Reproduce word for word the lines from the beginning of the entries to the line with "0 1px,transparent 0", both included, but none of the pictures.

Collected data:
══════
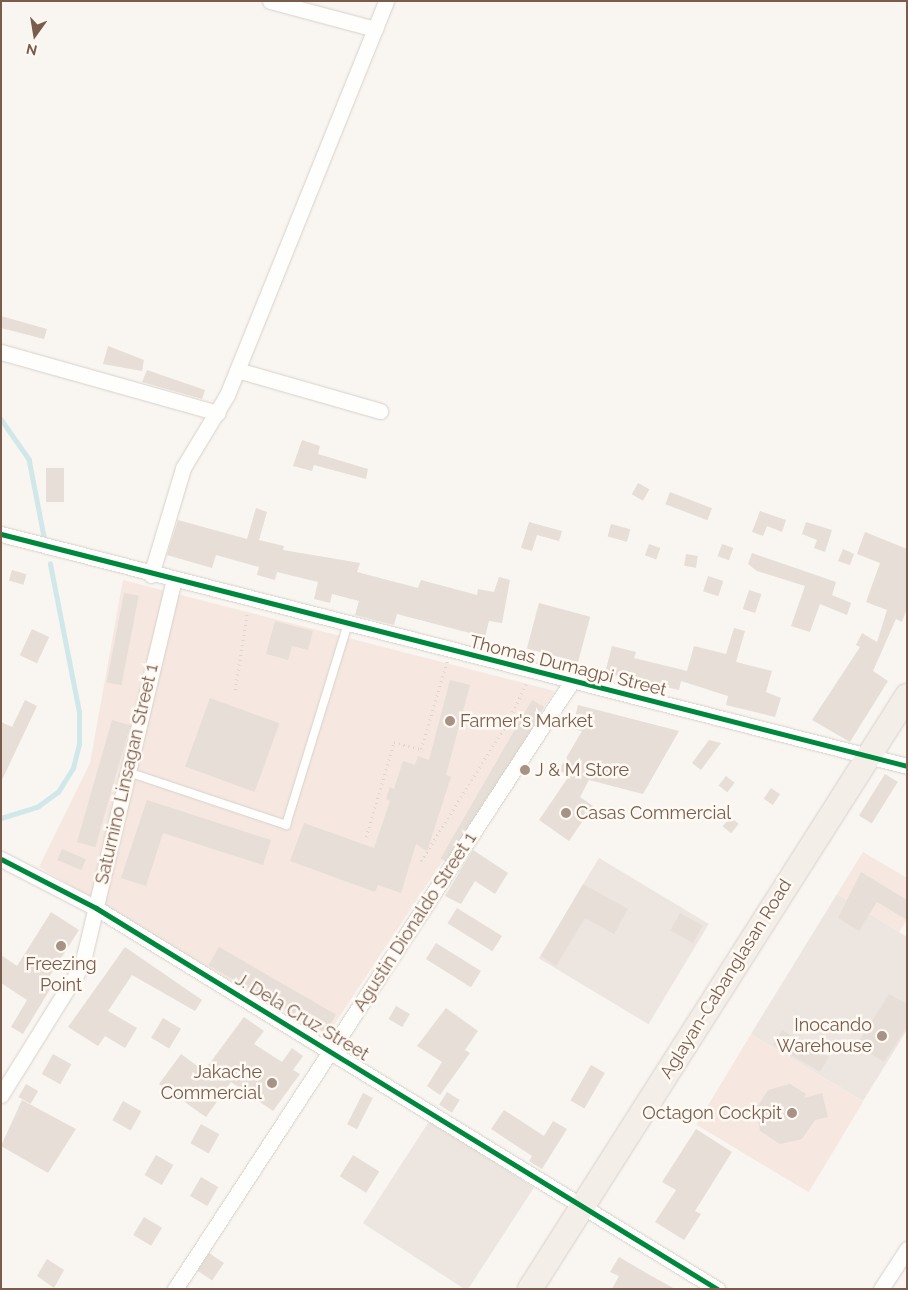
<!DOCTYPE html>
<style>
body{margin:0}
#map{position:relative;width:908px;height:1290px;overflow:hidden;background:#f9f5f0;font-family:Raleway,sans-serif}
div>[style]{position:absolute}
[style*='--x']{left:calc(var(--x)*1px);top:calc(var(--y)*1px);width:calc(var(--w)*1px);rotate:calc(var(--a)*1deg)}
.commercial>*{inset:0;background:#f6e8e1;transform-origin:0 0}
.industrial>*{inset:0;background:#ede5e0;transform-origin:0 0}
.stream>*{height:4.5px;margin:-2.25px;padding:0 2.25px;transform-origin:2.25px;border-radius:2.25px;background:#d0e8ea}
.building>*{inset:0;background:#e6ded7;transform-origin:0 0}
.path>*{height:2.5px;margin-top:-1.25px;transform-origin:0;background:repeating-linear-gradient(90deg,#dcd5d0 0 1px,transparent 0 5px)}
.roads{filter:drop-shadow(0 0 1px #d7d1cb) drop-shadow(0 0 1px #d7d1cb)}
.service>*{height:8px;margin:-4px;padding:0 4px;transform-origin:4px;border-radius:4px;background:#fefefd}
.minor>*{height:15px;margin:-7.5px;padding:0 7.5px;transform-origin:7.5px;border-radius:7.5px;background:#fefefd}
.primary>*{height:24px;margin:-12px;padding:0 12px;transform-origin:12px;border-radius:12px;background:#f3eee8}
.cycleway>*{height:5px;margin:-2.5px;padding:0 2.5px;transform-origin:2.5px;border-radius:2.5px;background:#00873e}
.dots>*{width:14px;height:14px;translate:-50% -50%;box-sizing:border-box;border:2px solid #fffaf3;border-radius:50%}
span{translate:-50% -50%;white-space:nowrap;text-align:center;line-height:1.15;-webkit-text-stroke:5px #fffaf3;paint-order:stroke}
.street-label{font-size:18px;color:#7a5c4d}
.poi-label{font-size:18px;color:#7a5c4d}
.left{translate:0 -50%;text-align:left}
.right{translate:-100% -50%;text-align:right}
.frame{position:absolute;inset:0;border:2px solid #7a5c4d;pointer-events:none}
.north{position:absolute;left:10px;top:10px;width:50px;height:50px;-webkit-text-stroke:4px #fffaf3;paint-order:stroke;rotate:193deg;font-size:14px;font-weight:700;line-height:20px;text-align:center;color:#7a5c4d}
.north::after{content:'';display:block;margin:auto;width:18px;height:22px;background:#7a5c4d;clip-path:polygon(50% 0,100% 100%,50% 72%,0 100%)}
</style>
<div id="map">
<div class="commercial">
<i style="clip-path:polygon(123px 580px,555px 691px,326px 1037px,39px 867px,90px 763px)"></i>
<i style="clip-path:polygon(863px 852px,907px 878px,907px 920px,899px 932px,837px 894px)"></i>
<i style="left:751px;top:1034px;width:131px;height:106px;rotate:31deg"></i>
</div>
<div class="industrial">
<i style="left:599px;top:858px;width:128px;height:117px;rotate:31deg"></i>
<i style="clip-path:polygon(837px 894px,907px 937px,907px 1030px,863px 1101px,751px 1034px)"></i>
<i style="left:430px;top:1120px;width:124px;height:123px;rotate:33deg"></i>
</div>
<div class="stream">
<i style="--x:1;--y:419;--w:49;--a:55"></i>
<i style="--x:29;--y:459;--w:84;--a:79"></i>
<i style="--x:1;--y:818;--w:38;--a:-17"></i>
<i style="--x:37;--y:807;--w:26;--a:-36"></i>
<i style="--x:58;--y:792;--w:28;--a:-58"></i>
<i style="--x:73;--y:768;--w:25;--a:-76"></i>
<i style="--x:79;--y:744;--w:32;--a:-90"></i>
<i style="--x:79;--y:712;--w:151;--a:-101.1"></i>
</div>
<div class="building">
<i style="clip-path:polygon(1px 316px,47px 329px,44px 339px,1px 328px)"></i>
<i style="clip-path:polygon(108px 346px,144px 360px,142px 371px,103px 364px)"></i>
<i style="clip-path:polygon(147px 370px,205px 390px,202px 399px,142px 382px)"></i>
<i style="clip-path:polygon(302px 440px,320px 446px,318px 454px,368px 469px,366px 479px,314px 465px,312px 471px,293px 466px)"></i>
<i style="left:46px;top:468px;width:18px;height:34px"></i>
<i style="left:638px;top:483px;width:13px;height:13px;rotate:29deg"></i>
<i style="left:670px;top:492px;width:45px;height:13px;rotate:21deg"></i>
<i style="clip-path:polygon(256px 508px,267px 512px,259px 540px,284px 546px,283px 550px,360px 563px,357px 572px,418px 588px,421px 580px,477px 595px,478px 589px,494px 592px,499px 577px,510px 580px,502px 623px,489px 621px,485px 637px,397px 614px,394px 625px,355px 615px,359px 601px,332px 594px,330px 603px,314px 599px,318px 582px,277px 572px,275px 580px,257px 575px,259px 567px,216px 555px,212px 568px,167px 555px,178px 520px,247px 539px)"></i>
<i style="clip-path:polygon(760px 511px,786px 520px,782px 532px,767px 526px,763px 536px,752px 532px)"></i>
<i style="clip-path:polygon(529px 522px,562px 531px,559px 541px,537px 535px,532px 551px,521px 548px)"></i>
<i style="clip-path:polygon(806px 522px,832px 530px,825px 552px,814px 548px,817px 540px,802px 534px)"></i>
<i style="left:611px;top:524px;width:20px;height:13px;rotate:15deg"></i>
<i style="clip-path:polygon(865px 532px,907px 549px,907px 608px,902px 622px,896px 619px,873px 671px,888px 681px,850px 742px,812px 720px,860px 647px,856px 645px,862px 633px,877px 642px,887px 610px,866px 602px,880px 563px,857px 554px)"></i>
<i style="left:649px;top:544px;width:12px;height:12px;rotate:20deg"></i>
<i style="left:722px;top:544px;width:12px;height:13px;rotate:20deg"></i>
<i style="clip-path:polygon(843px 549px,854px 554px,850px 565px,838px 561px)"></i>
<i style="clip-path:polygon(752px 553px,836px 582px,832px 595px,851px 603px,847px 615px,820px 604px,810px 632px,791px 626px,805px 586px,757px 571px,748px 564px)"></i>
<i style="left:686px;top:554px;width:12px;height:12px;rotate:9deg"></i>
<i style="left:12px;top:570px;width:15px;height:11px;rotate:16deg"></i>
<i style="left:708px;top:576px;width:16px;height:16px;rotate:18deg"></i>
<i style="left:749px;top:590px;width:13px;height:20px;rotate:18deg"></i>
<i style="left:124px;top:593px;width:15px;height:91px;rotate:11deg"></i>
<i style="left:539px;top:603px;width:53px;height:47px;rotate:15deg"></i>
<i style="clip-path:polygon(275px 621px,313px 631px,308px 650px,292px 646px,288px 660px,266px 654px)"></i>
<i style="clip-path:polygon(734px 628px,745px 631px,736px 662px,772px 671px,766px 692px,781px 698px,775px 717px,726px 705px,728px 696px,681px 681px,679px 690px,605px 673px,612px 646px,636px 652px,634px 658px,687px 671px,694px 646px,726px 654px)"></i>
<i style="left:32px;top:629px;width:19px;height:29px;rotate:25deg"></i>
<i style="clip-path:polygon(450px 680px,470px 685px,446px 775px,451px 777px,427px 851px,416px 844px,401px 893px,378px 885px,375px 892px,290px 861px,304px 823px,374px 848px,390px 801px,386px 799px,390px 787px,394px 789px,403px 761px,415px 765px,418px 756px,429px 760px)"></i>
<i style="left:210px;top:698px;width:74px;height:73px;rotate:20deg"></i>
<i style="clip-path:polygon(25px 700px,37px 706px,1px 782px,1px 722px,12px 727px)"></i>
<i style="left:532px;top:700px;width:14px;height:183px;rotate:30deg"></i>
<i style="clip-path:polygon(578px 705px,679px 731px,643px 794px,589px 780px,580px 797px,593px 806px,569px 841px,539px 820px,569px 776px,559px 770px,582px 731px,572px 729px)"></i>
<i style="left:112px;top:720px;width:19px;height:127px;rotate:16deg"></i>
<i style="clip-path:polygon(709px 740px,721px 743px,701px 770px,692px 763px)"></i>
<i style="left:885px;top:774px;width:15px;height:49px;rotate:32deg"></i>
<i style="left:726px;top:776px;width:11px;height:12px;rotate:38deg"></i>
<i style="left:771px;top:788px;width:11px;height:13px;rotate:34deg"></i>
<i style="clip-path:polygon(147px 800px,271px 840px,263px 865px,163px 833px,146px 886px,121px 878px)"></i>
<i style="left:730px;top:817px;width:11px;height:12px;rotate:38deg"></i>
<i style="left:62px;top:849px;width:26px;height:12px;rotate:23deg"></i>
<i style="clip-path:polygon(473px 850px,508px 873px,495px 894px,475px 881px,461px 904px,445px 896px)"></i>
<i style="clip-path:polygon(861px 872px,907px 900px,907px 920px,877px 902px,859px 931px,838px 918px)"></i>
<i style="clip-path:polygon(583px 884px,628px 909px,614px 934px,585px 918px,556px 966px,541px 956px)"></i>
<i style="left:457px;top:908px;width:53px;height:18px;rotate:32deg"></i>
<i style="clip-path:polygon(51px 912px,79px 930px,49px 977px,55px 981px,23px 1034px,11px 1027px,27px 1000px,1px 983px,1px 955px,17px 966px)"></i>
<i style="left:680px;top:913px;width:26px;height:20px;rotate:29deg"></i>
<i style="left:436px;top:943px;width:53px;height:19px;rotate:32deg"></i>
<i style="clip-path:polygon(125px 947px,202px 1000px,195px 1011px,132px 975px,108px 1011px,137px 1028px,125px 1048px,105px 1036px,98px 1046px,68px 1027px)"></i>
<i style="left:219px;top:947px;width:135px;height:21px;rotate:30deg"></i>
<i style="clip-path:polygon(889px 994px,907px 1004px,907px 1027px,884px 1062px,857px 1045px)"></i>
<i style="left:396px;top:1006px;width:16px;height:15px;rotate:30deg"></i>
<i style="clip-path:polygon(446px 1008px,478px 1031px,465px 1050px,470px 1053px,440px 1095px,427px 1086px,442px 1062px,417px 1046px)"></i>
<i style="clip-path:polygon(244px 1017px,264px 1031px,254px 1044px,282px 1062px,292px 1048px,303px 1056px,293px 1070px,300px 1074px,273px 1111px,231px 1082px,206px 1117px,159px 1084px,181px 1054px,204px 1071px)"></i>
<i style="left:163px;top:1018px;width:21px;height:23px;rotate:31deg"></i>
<i style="left:782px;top:1030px;width:54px;height:17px;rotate:30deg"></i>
<i style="left:53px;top:1054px;width:21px;height:23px;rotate:29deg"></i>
<i style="left:591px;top:1065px;width:16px;height:41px;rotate:30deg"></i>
<i style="left:26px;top:1084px;width:14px;height:15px;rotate:30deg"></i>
<i style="clip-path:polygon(790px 1084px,806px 1094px,804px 1098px,822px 1093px,828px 1117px,815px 1120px,802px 1139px,780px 1144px,760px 1131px,756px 1109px,768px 1090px)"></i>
<i style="left:447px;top:1092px;width:15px;height:15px;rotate:32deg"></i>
<i style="left:363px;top:1093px;width:11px;height:35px;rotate:27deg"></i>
<i style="clip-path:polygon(22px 1100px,76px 1129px,48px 1173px,1px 1146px)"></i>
<i style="left:123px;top:1101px;width:21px;height:22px;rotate:29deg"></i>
<i style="clip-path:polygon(504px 1110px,544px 1136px,553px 1121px,567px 1129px,542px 1169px,529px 1161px,532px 1156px,491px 1129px)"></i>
<i style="left:201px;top:1124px;width:21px;height:22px;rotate:29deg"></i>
<i style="clip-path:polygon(696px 1129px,732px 1152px,695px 1211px,701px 1214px,684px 1240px,655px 1222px,676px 1190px,662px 1182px)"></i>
<i style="left:156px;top:1155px;width:20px;height:23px;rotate:30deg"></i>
<i style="left:353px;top:1155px;width:31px;height:25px;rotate:32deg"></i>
<i style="left:201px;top:1177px;width:20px;height:22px;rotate:30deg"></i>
<i style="left:144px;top:1217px;width:21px;height:21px;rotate:31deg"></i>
<i style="left:209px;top:1253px;width:18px;height:21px;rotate:34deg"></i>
<i style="clip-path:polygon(619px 1257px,648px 1274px,675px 1289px,612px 1289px,619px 1276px,610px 1272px)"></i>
<i style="clip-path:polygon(47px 1259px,64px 1270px,54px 1288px,37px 1276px)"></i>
</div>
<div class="path">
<i style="--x:235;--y:690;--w:78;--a:-81.1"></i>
<i style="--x:366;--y:837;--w:99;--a:-73.6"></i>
<i style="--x:394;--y:742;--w:28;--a:15"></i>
<i style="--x:421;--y:749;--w:92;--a:-73.5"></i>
<i style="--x:421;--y:861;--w:165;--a:-58.1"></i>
<i style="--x:508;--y:721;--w:41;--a:-64.1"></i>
</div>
<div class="roads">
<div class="service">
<i style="--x:128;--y:772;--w:167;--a:18.5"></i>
<i style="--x:286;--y:825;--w:210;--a:-72.9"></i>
</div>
<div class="minor">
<i style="--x:270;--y:1;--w:109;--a:14.9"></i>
<i style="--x:1;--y:352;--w:225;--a:15.7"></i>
<i style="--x:237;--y:370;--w:149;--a:16"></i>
<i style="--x:1;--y:534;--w:935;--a:14.36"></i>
<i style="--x:151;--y:575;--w:112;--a:-73.3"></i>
<i style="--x:183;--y:468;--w:85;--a:-58.9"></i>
<i style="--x:227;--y:395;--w:425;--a:-68"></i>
<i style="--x:1;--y:859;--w:107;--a:27.3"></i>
<i style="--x:96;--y:908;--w:729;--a:31.53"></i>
<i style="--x:1;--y:1095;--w:153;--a:-58.1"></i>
<i style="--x:82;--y:965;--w:396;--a:-76.6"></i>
<i style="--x:175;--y:1289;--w:726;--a:-56.86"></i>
<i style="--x:881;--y:1289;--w:48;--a:-57"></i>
</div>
<div class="primary">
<i style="--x:530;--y:1289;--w:703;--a:-57.55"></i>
</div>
</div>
<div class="cycleway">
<i style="--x:1;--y:534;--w:935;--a:14.36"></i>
<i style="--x:1;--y:859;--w:107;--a:27.3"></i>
<i style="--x:96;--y:908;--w:729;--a:31.53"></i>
</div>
<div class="dots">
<i style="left:450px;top:721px;background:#a69286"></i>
<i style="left:525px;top:770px;background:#a69286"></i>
<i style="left:566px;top:813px;background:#a69286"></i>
<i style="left:61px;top:946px;background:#a69286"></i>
<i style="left:882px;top:1036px;background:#a69286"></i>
<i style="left:272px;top:1083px;background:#a69286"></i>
<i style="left:792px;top:1113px;background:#a69286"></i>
</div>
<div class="street-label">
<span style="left:568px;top:666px;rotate:14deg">Thomas Dumagpi Street</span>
<span style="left:127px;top:774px;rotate:-77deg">Saturnino Linsagan Street 1</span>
<span style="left:415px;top:922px;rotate:-57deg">Agustin Dionaldo Street 1</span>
<span style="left:726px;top:979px;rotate:-58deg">Aglayan-Cabanglasan Road</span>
<span style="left:302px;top:1017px;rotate:31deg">J. Dela Cruz Street</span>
</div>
<div class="poi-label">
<span class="left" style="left:460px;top:721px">Farmer's Market</span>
<span class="left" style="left:535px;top:770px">J &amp; M Store</span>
<span class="left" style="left:576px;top:813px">Casas Commercial</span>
<span style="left:61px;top:975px">Freezing<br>Point</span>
<span class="right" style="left:872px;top:1036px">Inocando<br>Warehouse</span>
<span class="right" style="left:262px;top:1083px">Jakache<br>Commercial</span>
<span class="right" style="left:782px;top:1113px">Octagon Cockpit</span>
</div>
<div class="frame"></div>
<div class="north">N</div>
</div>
══════
## Result of this exercise
<!DOCTYPE html>
<style>
body{margin:0}
#map{position:relative;width:908px;height:1290px;overflow:hidden;background:#f9f5f0;font-family:Raleway,sans-serif}
div>[style]{position:absolute}
[style*='--x']{left:calc(var(--x)*1px);top:calc(var(--y)*1px);width:calc(var(--w)*1px);rotate:calc(var(--a)*1deg)}
.commercial>*{inset:0;background:#f6e8e1;transform-origin:0 0}
.industrial>*{inset:0;background:#ede5e0;transform-origin:0 0}
.stream>*{height:4.5px;margin:-2.25px;padding:0 2.25px;transform-origin:2.25px;border-radius:2.25px;background:#d0e8ea}
.building>*{inset:0;background:#e6ded7;transform-origin:0 0}
.path>*{height:2.5px;margin-top:-1.25px;transform-origin:0;background:repeating-linear-gradient(90deg,#dcd5d0 0 1px,transparent 0 5px)}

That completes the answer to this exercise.